ABOUT THIS TASK -
Reproduce the line that holds "I am building" together with all the lines after it up to the end of the entries.

DATA -
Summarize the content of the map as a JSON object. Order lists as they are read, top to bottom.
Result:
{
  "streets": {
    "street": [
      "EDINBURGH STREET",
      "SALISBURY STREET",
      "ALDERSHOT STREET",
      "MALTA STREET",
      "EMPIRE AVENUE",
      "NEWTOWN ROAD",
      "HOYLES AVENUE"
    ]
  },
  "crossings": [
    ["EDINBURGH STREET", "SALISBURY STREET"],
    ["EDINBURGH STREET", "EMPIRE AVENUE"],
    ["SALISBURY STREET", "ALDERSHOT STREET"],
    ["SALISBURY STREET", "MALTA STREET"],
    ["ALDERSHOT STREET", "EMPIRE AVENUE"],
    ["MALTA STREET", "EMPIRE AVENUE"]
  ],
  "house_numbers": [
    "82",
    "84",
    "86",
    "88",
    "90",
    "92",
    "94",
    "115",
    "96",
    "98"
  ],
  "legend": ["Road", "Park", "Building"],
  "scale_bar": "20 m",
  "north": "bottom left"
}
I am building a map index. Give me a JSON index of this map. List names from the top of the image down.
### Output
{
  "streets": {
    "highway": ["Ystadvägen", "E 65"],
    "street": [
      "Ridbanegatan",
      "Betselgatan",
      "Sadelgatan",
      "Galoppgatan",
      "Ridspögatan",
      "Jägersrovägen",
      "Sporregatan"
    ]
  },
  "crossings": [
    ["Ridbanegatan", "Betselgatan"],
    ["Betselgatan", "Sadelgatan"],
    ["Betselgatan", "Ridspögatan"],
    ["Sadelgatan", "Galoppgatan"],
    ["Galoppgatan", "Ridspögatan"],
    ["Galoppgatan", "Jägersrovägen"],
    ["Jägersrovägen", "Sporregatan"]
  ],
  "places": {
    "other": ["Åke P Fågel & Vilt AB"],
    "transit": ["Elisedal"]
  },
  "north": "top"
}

PROBLEM SOLUTION -
I am building a map index. Give me a JSON index of this map. List names from the top of the image down.
### Output
{
  "streets": {
    "highway": ["Ystadvägen", "E 65"],
    "street": [
      "Ridbanegatan",
      "Betselgatan",
      "Sadelgatan",
      "Galoppgatan",
      "Ridspögatan",
      "Jägersrovägen",
      "Sporregatan"
    ]
  },
  "crossings": [
    ["Ridbanegatan", "Betselgatan"],
    ["Betselgatan", "Sadelgatan"],
    ["Betselgatan", "Ridspögatan"],
    ["Sadelgatan", "Galoppgatan"],
    ["Galoppgatan", "Ridspögatan"],
    ["Galoppgatan", "Jägersrovägen"],
    ["Jägersrovägen", "Sporregatan"]
  ],
  "places": {
    "other": ["Åke P Fågel & Vilt AB"],
    "transit": ["Elisedal"]
  },
  "north": "top"
}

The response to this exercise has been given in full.